Mikhail Kalatozov’s
THE CRANES ARE FLYING
HELD OVER! Must End Thursday, August 1
2:35 ONLY
FROM THE DIRECTOR OF I AM CUBA
WINNER, PALME D’OR, CANNES FILM FESTIVAL 1958
(1957) Tatyana Samoylova and Alexei Batalov gambol through the empty, silent Moscow streets at 4am on the whitest of white nights – June 22, 1941 (Russian equivalent of December 7 or 9/11) – and with war comes separation, death, rape, desertion, draft-dodging, black-marketeering, etc. – topics once taboo in the Stalin years. Kalatozov and cinematographer photographer Sergei Urusevsky (the same team would make I Am Cuba seven years later) use techniques also once taboo: a camera tour de force of helicopter and crane shots, giant crowd scenes, and endless, often hand-held shots (one begins on a bus, follows Samoylova down the street, up several flights, and into her apartment to find… ) First post-war Soviet film to find wide commercial success in the U.S. and top prize winner at Cannes. DCP restoration. Approx. 95 min.
A presentation by Mosfilm Cinema Concern. A digital restoration image by image of the picture and sound using a 2K scanner.
A JANUS FILMS RELEASE
Reviews
“Kalatozov’s freewheeling camerawork, with its almost unhinged movements and impossibly wide-angle lenses, creates an almost dreamlike atmosphere. It’s as if the very screen itself were at the mercy of the characters’ feelings — swaying and shaking with each shout, each heaved breath, each impassioned lunge.”
– Bilge Ebiri, The Village Voice
“Rocked Soviet cinema and changed the West’s view of the Soviet Union. Here was a film with real, flawed people, that discussed petty corruption, cowardice and betrayal, and had virtuoso camerawork way beyond anything seen in the West.”

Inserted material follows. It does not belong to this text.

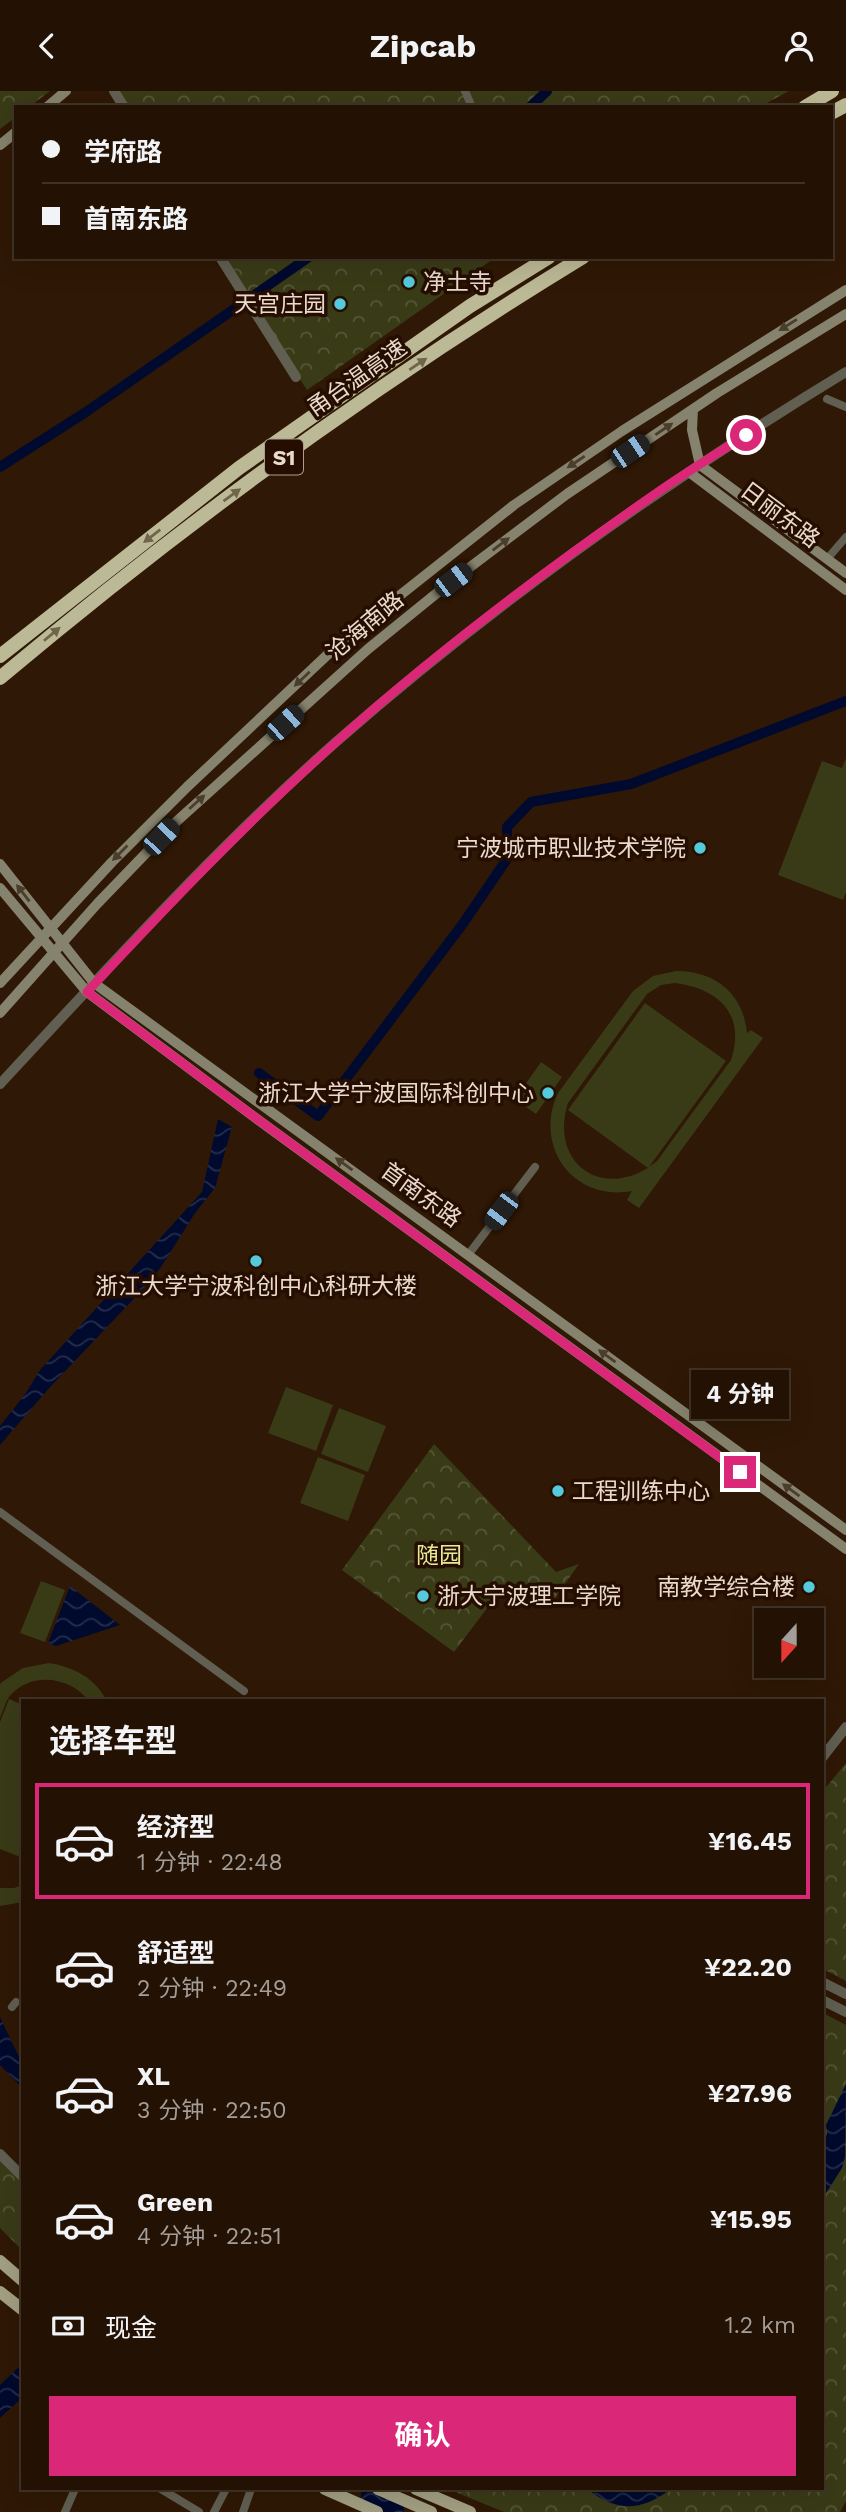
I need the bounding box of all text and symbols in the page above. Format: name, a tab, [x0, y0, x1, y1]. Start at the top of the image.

– John Riley, The Independent
“The first film of the Soviet ‘thaw,’ Cranes has flights of Vigo-like lyricism, sequences of delicate romanticism, and startling visual ostentation. Its images often hark back to the expressionism of Soviet silent cinema; director Kalatozov and cinematographer Sergei Urusevsky are masters of convulsive bravaura.”
– Cinematheque Ontario
“The first indisputable masterpiece of post-Stalin cinema.”